Goal of the exercise »
Among the lines below, count those with "lineWidth". Give only the number.

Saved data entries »
======

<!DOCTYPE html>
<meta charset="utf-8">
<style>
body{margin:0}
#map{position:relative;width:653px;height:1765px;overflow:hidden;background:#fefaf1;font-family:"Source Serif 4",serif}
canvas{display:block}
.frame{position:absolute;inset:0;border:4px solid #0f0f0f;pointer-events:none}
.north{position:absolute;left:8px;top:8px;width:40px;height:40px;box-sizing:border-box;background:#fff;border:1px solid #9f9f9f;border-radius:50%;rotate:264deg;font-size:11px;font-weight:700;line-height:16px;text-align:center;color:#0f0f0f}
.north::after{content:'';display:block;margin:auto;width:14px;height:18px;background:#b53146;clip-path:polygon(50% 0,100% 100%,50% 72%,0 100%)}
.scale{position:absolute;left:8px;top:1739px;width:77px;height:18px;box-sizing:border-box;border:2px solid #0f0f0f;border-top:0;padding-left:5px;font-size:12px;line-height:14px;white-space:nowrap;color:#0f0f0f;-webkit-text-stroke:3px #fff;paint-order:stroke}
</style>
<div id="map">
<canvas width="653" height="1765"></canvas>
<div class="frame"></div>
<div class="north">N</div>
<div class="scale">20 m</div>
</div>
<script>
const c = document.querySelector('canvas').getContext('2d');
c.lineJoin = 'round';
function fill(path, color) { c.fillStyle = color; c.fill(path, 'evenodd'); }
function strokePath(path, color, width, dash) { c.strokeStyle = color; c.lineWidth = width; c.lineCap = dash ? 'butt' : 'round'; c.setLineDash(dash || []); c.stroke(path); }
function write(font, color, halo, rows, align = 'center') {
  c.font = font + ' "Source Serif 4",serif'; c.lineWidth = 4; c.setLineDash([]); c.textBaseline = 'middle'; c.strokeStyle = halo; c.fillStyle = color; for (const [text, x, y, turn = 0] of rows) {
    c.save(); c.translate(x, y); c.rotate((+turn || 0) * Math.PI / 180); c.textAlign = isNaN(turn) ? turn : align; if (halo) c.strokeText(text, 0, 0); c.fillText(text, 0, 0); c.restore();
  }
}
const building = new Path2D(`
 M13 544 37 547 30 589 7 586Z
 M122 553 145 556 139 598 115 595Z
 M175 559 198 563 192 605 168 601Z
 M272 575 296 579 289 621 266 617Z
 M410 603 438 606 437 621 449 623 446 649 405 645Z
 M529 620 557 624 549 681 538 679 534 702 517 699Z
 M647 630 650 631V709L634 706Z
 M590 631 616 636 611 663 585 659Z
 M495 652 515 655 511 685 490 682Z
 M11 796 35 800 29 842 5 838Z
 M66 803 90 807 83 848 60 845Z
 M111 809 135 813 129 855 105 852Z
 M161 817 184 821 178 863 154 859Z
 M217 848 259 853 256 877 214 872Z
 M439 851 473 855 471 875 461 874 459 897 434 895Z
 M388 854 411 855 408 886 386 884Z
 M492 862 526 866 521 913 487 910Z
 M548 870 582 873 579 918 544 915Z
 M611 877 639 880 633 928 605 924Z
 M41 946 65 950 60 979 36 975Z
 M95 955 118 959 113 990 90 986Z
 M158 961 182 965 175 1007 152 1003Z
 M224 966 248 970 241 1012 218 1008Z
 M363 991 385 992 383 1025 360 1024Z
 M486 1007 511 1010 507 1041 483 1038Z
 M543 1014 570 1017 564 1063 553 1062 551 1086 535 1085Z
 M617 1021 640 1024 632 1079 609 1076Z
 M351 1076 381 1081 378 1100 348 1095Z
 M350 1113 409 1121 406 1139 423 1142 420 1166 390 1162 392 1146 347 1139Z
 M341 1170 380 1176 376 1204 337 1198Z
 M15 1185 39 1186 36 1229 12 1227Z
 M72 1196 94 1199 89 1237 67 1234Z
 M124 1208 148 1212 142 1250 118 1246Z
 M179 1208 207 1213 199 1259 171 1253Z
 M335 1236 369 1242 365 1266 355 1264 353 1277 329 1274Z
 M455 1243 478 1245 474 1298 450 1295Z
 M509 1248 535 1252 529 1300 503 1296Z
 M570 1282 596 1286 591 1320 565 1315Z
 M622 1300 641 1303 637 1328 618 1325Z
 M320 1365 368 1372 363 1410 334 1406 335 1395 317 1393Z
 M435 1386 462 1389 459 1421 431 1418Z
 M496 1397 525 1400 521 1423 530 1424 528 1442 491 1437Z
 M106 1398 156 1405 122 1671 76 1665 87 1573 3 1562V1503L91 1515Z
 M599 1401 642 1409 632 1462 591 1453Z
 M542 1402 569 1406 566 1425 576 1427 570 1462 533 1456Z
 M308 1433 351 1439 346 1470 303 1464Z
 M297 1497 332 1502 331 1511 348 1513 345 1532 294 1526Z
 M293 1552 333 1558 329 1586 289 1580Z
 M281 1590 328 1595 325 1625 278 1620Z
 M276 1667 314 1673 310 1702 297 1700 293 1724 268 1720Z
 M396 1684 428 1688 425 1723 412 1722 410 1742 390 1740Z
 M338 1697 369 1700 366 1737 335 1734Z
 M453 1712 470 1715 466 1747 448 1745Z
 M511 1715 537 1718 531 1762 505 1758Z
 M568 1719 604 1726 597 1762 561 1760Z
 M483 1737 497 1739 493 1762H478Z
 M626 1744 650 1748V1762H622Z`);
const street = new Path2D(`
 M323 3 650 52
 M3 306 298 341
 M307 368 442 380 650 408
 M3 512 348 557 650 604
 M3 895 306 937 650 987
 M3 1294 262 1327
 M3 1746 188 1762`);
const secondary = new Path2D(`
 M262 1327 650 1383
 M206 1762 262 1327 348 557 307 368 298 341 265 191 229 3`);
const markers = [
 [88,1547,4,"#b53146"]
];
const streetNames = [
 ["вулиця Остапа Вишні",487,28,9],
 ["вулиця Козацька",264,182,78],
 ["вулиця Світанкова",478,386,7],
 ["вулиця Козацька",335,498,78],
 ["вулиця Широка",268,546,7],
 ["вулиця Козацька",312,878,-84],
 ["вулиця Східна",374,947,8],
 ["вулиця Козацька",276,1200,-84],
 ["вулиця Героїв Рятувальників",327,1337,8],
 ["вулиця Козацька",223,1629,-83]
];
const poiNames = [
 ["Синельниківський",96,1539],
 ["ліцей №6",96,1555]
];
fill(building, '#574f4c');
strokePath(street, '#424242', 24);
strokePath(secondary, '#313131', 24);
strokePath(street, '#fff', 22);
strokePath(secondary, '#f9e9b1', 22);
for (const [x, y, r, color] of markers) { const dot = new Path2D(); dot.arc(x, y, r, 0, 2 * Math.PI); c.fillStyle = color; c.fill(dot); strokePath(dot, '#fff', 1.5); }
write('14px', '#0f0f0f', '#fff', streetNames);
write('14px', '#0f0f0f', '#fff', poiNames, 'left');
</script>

======

Solution below »
2